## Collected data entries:

*** Begin section ***

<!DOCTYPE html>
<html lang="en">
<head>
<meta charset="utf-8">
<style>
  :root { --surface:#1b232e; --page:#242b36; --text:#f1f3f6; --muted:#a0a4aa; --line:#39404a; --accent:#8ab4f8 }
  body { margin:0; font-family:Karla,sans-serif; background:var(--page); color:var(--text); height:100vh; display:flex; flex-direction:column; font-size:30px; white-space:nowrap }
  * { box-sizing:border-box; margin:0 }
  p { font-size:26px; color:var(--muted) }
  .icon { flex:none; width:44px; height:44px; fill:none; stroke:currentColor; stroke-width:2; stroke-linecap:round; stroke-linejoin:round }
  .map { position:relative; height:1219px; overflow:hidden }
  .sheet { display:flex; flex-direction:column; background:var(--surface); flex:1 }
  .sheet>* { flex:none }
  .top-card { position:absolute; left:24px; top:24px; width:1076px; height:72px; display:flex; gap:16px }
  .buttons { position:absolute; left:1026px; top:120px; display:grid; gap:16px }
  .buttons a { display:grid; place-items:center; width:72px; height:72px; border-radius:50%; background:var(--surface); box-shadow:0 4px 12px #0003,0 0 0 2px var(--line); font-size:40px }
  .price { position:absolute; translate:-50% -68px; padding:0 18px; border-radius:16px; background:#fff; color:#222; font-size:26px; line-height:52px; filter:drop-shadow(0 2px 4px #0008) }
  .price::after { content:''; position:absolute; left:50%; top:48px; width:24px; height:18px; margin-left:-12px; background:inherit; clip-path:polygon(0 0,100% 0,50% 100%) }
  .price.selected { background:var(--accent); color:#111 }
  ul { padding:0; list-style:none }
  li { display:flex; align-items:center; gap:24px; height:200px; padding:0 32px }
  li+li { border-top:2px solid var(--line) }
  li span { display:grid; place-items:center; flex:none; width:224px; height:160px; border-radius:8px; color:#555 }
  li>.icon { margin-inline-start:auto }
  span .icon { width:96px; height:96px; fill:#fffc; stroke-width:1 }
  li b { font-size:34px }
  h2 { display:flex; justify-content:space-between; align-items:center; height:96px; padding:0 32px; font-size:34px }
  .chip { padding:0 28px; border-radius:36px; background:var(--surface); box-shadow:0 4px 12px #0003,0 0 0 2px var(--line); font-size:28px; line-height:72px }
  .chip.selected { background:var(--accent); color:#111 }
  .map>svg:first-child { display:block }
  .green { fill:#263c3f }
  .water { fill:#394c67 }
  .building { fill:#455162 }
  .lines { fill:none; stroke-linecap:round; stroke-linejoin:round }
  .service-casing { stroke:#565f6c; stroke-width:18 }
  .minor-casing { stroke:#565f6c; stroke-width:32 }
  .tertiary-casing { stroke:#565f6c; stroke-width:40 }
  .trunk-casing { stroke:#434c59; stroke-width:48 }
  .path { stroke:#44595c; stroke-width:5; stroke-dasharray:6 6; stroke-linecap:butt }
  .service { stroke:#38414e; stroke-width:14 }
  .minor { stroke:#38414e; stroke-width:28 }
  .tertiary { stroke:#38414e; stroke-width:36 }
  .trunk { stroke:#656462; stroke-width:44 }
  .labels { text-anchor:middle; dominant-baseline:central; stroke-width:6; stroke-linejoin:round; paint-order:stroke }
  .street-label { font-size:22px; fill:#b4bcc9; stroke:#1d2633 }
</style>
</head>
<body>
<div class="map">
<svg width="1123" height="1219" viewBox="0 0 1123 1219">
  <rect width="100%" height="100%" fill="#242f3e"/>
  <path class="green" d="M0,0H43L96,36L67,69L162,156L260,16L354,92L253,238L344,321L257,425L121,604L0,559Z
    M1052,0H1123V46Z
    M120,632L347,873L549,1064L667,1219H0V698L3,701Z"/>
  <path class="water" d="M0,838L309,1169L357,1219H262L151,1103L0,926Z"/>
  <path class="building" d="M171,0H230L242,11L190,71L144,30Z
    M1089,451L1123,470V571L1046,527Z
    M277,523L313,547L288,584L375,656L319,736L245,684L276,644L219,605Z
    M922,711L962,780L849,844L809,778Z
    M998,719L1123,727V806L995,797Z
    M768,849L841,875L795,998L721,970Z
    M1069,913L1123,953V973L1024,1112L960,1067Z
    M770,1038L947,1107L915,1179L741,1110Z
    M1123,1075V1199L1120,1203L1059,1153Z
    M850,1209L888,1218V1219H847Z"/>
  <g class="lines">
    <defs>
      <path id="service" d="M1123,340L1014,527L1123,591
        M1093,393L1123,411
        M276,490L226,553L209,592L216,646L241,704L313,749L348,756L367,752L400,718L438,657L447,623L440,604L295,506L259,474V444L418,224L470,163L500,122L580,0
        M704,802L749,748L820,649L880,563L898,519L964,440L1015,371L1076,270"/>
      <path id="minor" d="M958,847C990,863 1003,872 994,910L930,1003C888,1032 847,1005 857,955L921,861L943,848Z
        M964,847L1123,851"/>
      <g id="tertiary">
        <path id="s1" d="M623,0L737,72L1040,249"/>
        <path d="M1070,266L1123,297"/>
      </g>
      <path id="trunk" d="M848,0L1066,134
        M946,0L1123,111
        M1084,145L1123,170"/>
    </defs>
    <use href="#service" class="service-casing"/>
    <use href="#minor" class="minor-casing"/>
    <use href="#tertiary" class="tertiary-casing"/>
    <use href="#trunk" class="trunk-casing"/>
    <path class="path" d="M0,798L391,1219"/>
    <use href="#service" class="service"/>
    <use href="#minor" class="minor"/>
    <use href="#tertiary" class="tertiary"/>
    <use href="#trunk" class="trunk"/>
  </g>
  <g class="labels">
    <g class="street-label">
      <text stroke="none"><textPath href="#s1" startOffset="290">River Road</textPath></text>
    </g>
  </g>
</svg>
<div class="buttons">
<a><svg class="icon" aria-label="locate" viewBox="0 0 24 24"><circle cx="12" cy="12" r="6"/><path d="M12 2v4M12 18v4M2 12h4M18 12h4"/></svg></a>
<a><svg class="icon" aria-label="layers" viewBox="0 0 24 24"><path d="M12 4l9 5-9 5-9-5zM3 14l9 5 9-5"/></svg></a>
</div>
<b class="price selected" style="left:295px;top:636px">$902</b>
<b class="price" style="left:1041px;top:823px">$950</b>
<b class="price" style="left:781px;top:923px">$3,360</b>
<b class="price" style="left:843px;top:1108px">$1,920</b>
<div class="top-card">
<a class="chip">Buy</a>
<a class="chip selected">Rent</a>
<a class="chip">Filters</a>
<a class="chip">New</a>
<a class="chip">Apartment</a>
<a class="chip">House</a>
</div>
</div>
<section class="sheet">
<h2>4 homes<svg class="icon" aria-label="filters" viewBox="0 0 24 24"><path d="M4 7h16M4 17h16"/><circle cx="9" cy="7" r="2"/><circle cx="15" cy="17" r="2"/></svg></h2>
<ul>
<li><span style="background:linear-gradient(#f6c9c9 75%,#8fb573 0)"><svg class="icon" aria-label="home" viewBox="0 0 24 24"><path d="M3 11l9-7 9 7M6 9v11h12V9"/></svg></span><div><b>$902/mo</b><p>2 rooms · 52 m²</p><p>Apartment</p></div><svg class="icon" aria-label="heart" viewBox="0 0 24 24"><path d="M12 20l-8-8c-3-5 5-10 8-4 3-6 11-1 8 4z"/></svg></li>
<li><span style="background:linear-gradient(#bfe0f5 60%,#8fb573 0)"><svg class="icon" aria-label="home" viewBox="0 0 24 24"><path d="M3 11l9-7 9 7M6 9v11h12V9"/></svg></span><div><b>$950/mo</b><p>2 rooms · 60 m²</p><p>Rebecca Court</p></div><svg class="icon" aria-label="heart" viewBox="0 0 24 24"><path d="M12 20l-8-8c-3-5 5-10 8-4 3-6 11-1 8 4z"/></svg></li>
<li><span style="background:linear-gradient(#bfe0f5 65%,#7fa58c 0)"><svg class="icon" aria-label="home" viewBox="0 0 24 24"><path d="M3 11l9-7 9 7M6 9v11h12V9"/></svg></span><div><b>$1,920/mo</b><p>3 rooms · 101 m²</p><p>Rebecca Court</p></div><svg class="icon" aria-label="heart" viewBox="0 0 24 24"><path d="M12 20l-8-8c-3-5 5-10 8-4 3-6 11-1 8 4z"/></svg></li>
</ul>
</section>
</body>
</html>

*** End section ***

## PROBLEM DESCRIPTION:
Copy out each line of the records where the string "column" appears.

## SOLUTION:
  body { margin:0; font-family:Karla,sans-serif; background:var(--page); color:var(--text); height:100vh; display:flex; flex-direction:column; font-size:30px; white-space:nowrap }
  .sheet { display:flex; flex-direction:column; background:var(--surface); flex:1 }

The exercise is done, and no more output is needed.